Exercise aim:
Among the entries that follow, find every line with the word "absolute" and list it.
** Opening Data for the task block **
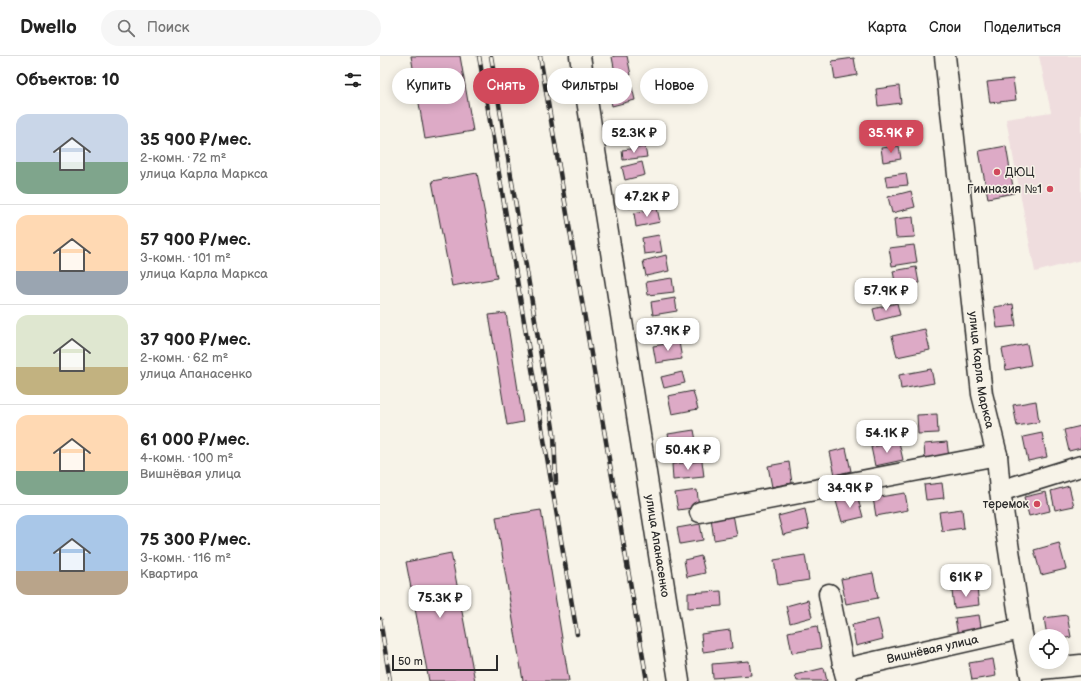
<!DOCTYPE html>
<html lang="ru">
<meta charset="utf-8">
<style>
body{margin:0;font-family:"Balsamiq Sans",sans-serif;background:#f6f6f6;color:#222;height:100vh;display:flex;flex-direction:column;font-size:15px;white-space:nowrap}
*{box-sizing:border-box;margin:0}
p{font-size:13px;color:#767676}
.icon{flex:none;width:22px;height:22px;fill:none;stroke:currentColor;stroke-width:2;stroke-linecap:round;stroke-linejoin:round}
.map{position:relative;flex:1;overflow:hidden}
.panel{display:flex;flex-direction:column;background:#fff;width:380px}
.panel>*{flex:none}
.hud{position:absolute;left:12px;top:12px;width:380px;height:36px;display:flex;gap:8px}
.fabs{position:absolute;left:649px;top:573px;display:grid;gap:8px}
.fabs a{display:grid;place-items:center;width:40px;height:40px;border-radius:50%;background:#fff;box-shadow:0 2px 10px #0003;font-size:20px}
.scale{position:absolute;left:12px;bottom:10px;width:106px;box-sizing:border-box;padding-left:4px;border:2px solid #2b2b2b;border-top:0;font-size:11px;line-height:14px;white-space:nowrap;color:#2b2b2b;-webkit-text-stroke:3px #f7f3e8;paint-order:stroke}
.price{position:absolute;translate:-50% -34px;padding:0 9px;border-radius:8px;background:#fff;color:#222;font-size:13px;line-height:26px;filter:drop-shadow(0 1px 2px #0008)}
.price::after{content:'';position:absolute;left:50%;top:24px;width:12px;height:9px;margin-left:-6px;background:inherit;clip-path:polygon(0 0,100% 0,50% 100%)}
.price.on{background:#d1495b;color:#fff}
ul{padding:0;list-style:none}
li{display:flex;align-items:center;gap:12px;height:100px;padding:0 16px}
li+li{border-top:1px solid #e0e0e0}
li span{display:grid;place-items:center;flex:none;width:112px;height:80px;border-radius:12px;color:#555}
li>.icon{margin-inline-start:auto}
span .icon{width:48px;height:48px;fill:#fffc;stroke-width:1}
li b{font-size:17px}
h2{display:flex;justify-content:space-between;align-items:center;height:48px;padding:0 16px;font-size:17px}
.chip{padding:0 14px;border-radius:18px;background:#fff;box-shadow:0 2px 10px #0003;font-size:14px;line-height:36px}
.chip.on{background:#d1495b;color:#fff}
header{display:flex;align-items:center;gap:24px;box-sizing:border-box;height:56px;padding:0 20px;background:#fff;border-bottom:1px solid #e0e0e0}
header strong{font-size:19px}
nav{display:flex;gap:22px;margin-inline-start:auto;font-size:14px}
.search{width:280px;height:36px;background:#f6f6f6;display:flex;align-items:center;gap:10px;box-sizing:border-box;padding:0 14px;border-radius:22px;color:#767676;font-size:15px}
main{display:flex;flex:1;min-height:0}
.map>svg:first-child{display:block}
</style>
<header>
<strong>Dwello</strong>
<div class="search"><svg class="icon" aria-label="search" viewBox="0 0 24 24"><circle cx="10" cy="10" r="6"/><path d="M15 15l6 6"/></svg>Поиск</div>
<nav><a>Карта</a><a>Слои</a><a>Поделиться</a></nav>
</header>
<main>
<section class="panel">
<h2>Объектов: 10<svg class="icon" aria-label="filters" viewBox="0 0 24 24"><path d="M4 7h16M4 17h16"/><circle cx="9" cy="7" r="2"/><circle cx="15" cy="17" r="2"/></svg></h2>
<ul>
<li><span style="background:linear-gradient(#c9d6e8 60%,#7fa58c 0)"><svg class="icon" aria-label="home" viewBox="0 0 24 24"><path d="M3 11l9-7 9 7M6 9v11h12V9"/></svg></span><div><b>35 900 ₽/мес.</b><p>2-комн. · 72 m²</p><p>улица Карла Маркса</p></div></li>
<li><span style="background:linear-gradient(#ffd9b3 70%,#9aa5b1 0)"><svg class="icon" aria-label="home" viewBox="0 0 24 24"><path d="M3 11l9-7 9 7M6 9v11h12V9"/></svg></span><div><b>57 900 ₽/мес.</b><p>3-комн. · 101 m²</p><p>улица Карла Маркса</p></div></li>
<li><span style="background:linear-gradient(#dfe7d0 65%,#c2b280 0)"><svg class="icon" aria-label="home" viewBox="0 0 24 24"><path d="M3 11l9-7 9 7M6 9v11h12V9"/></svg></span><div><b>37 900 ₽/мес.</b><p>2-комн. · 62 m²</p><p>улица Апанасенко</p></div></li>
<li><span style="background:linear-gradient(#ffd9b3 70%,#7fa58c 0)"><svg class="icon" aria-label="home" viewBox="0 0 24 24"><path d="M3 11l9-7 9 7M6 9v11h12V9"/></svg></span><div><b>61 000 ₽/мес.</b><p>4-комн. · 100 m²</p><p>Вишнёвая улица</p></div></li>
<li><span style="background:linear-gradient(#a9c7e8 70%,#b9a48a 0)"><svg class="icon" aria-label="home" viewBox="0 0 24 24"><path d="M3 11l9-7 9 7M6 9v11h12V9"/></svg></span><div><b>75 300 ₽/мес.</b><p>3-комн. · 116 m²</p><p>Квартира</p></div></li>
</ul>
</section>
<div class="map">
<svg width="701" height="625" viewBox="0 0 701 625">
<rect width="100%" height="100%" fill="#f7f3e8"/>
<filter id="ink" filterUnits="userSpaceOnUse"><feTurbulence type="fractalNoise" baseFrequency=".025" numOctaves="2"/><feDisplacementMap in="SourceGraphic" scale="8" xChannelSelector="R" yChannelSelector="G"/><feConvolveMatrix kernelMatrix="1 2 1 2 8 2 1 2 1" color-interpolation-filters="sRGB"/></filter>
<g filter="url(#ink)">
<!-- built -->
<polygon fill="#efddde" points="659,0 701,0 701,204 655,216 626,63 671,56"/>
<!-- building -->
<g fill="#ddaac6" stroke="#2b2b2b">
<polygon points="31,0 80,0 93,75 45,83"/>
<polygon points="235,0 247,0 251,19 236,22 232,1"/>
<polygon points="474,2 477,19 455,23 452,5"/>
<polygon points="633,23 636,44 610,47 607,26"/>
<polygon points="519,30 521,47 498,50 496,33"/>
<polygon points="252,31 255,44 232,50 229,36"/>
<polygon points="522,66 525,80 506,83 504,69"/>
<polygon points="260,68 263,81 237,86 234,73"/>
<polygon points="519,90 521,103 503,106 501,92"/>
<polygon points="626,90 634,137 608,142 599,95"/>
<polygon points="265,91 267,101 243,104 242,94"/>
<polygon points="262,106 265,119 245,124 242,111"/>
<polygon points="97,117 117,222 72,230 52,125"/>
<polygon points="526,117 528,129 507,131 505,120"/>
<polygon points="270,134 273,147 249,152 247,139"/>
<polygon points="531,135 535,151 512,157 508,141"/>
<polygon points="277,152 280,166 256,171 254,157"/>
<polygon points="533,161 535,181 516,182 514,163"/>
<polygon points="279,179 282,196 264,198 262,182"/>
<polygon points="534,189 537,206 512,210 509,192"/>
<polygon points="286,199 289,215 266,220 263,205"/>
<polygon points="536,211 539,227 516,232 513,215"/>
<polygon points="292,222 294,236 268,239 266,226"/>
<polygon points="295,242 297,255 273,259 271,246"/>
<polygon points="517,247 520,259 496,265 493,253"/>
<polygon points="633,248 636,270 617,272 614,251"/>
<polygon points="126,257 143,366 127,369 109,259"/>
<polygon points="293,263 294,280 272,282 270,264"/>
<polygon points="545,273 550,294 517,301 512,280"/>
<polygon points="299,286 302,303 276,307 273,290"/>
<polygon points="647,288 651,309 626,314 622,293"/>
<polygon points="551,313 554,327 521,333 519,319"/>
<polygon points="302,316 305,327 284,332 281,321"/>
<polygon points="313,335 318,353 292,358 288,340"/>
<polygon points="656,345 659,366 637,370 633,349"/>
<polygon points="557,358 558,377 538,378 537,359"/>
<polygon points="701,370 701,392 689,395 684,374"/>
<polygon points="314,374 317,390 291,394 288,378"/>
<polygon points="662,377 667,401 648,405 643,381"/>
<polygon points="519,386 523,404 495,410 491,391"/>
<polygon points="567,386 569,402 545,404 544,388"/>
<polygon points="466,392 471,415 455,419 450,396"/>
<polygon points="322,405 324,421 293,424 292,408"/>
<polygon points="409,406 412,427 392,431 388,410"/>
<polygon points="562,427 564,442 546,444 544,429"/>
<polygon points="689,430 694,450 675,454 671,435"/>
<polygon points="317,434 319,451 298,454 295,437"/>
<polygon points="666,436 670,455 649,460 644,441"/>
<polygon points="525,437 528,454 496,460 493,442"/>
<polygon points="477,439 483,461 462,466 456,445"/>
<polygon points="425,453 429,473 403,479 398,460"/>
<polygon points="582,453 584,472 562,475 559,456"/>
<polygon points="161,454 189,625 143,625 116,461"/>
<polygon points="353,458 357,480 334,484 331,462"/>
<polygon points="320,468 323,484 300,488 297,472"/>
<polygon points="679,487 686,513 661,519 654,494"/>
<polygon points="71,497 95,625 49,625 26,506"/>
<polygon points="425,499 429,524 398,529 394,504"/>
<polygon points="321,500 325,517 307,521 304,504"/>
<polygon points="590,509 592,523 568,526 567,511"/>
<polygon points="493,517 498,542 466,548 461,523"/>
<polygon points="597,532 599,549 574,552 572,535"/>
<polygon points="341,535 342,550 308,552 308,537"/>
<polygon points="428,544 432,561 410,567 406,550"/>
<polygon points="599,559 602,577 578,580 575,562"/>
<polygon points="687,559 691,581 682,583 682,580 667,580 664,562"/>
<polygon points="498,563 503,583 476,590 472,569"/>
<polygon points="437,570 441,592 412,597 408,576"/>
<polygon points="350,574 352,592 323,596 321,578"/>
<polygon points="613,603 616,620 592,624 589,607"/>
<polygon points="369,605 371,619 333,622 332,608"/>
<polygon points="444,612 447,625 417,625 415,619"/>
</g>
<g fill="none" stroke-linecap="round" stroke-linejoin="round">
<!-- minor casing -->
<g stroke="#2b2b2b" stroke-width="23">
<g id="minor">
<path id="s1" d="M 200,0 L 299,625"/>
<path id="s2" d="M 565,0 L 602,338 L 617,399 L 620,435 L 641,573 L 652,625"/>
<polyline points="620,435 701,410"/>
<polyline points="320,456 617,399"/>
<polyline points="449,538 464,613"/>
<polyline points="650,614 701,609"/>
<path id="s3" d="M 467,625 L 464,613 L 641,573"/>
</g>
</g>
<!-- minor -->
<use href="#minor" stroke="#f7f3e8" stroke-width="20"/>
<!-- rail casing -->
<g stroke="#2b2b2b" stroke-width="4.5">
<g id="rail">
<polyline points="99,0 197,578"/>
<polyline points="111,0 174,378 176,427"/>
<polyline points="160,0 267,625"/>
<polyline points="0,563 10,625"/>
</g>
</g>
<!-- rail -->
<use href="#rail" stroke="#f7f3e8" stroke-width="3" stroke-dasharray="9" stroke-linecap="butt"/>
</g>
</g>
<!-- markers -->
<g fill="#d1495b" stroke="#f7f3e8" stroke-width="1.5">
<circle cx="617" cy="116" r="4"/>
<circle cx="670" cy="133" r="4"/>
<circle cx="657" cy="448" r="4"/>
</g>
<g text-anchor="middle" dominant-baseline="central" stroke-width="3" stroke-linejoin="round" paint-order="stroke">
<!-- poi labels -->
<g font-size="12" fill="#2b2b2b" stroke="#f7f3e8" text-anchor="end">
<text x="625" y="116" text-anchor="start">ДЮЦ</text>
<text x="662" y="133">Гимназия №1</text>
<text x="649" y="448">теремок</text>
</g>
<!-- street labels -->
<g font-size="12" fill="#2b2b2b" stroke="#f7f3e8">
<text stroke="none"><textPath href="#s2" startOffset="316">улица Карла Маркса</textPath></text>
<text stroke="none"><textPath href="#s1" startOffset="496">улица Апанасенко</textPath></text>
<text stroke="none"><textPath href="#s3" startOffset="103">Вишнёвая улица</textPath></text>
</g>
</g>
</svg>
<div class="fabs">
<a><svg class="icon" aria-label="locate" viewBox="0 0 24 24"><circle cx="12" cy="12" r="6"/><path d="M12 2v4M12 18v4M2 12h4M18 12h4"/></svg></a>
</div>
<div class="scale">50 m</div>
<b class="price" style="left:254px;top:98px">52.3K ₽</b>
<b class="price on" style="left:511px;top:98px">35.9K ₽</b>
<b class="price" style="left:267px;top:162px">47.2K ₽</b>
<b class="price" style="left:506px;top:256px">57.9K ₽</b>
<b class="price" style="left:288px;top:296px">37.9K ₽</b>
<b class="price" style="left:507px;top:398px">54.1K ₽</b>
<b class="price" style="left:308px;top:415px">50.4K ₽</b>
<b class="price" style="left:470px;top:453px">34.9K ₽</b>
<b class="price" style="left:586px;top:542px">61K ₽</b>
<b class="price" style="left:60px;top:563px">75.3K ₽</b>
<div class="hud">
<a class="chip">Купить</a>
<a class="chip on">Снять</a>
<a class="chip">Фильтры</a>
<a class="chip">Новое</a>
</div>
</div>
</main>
** Closing Data for the task block **
Your solution:
.hud{position:absolute;left:12px;top:12px;width:380px;height:36px;display:flex;gap:8px}
.fabs{position:absolute;left:649px;top:573px;display:grid;gap:8px}
.scale{position:absolute;left:12px;bottom:10px;width:106px;box-sizing:border-box;padding-left:4px;border:2px solid #2b2b2b;border-top:0;font-size:11px;line-height:14px;white-space:nowrap;color:#2b2b2b;-webkit-text-stroke:3px #f7f3e8;paint-order:stroke}
.price{position:absolute;translate:-50% -34px;padding:0 9px;border-radius:8px;background:#fff;color:#222;font-size:13px;line-height:26px;filter:drop-shadow(0 1px 2px #0008)}
.price::after{content:'';position:absolute;left:50%;top:24px;width:12px;height:9px;margin-left:-6px;background:inherit;clip-path:polygon(0 0,100% 0,50% 100%)}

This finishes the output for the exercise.